Problem requirements: From the entries below, copy out all lines holding "Task".

Data section:
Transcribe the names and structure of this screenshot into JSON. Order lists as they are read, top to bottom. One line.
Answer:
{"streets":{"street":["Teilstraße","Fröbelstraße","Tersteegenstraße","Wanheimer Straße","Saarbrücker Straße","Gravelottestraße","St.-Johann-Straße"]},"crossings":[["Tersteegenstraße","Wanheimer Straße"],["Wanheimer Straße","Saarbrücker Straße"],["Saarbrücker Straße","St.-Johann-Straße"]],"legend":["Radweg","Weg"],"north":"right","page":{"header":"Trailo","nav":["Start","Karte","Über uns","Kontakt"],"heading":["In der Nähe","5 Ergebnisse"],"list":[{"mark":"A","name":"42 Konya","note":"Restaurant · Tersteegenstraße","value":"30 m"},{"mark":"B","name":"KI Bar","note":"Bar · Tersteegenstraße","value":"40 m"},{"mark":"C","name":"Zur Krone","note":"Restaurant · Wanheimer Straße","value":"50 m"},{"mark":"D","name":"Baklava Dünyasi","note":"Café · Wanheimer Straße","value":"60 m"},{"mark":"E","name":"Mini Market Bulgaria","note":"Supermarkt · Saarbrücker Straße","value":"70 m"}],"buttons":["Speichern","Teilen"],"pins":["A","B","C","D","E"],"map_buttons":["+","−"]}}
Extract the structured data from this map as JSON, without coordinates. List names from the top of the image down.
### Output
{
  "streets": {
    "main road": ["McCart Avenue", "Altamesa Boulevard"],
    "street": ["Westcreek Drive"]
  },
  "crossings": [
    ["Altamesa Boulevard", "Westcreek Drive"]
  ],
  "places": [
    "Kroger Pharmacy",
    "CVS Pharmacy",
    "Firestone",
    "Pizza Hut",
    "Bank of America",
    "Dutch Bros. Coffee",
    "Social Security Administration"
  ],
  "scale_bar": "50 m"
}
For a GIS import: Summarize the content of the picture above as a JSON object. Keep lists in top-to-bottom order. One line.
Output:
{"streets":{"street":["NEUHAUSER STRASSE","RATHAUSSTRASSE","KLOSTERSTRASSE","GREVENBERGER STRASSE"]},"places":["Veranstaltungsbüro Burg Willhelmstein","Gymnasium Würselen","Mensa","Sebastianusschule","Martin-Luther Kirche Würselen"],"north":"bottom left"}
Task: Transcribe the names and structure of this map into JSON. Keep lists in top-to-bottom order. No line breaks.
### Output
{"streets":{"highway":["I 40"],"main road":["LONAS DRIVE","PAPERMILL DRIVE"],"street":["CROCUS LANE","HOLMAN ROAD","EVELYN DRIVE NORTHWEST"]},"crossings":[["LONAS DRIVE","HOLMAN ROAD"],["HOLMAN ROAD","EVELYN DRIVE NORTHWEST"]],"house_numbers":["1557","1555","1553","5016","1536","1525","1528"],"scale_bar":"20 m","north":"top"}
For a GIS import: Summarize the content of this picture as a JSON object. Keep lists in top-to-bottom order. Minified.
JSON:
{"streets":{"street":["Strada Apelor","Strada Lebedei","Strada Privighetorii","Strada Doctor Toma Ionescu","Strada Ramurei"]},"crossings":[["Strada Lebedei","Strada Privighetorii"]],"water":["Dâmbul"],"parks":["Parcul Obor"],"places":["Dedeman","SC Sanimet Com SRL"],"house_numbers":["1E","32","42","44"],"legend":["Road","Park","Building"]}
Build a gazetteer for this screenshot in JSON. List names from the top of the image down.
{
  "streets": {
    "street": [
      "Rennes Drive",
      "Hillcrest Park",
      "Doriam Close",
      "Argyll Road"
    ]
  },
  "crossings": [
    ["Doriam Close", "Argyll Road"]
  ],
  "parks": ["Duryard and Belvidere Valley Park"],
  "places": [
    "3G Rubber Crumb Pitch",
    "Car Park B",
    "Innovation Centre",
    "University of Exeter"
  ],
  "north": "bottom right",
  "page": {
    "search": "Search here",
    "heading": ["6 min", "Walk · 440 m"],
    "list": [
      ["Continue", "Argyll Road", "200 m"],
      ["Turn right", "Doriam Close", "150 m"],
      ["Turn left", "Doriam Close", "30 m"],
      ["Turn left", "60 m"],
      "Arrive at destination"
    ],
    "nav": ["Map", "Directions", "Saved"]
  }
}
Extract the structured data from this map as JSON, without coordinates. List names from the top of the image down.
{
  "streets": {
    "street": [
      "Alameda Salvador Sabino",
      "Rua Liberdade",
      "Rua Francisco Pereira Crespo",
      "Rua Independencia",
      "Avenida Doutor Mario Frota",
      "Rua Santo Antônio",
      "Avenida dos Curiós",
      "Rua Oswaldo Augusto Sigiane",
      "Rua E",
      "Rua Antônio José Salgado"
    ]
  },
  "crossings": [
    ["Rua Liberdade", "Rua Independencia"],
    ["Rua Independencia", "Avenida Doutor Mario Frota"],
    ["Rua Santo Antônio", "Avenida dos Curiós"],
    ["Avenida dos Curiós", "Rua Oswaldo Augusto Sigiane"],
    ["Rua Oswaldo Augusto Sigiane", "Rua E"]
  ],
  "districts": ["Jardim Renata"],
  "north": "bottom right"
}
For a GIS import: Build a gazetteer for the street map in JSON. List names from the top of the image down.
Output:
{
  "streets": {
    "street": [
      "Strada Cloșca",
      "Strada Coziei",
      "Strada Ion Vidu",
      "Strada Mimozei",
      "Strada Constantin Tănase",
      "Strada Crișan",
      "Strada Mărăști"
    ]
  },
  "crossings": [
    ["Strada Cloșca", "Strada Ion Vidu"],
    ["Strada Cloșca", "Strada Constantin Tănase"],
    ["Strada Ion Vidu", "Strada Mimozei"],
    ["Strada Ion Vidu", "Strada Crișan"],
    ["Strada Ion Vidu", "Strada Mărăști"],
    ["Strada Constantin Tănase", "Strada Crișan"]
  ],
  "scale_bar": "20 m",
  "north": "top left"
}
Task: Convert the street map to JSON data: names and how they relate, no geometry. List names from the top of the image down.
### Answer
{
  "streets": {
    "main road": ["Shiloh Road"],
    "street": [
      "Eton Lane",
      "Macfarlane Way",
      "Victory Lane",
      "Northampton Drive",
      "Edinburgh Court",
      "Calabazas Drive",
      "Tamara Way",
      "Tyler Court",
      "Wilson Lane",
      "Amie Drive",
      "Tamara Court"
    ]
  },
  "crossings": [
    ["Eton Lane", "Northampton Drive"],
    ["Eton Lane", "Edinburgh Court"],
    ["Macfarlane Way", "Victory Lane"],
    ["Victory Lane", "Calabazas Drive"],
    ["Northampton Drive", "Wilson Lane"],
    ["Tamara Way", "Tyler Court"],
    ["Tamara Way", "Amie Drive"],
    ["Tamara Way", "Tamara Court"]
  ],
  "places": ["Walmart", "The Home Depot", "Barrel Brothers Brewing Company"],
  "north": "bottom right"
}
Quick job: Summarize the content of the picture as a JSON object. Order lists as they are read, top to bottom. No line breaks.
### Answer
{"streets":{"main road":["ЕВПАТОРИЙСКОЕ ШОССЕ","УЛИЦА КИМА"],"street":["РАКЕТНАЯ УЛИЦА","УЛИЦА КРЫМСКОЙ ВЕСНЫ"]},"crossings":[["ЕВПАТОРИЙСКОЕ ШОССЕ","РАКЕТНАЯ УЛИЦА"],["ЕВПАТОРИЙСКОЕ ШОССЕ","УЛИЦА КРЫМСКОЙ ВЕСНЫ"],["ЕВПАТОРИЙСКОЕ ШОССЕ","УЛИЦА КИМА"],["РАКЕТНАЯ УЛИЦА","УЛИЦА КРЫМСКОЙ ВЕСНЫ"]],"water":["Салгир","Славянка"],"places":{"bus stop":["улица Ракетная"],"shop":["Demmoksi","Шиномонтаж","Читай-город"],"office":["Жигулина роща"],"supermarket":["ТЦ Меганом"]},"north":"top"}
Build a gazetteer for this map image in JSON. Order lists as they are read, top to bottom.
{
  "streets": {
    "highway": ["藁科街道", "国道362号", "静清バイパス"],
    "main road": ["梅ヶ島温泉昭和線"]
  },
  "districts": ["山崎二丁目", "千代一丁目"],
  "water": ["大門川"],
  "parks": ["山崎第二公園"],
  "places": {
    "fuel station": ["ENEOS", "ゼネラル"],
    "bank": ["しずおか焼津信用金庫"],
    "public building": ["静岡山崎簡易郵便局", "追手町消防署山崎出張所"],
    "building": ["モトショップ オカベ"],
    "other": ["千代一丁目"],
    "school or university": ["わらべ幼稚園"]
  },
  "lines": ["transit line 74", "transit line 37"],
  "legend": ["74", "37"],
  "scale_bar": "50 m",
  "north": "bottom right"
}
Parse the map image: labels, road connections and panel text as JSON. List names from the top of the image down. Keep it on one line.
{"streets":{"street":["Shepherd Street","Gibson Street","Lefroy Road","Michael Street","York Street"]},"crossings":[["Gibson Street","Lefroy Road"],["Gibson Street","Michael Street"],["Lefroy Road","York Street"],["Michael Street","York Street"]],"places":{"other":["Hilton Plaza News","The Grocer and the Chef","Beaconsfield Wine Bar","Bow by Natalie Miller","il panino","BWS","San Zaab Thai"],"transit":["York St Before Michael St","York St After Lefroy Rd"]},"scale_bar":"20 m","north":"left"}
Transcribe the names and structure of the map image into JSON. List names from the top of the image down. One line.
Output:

Solution:
Task: Transcribe the names and structure of this map into JSON. Keep lists in top-to-bottom order. No line breaks.
Task: Convert the street map to JSON data: names and how they relate, no geometry. List names from the top of the image down.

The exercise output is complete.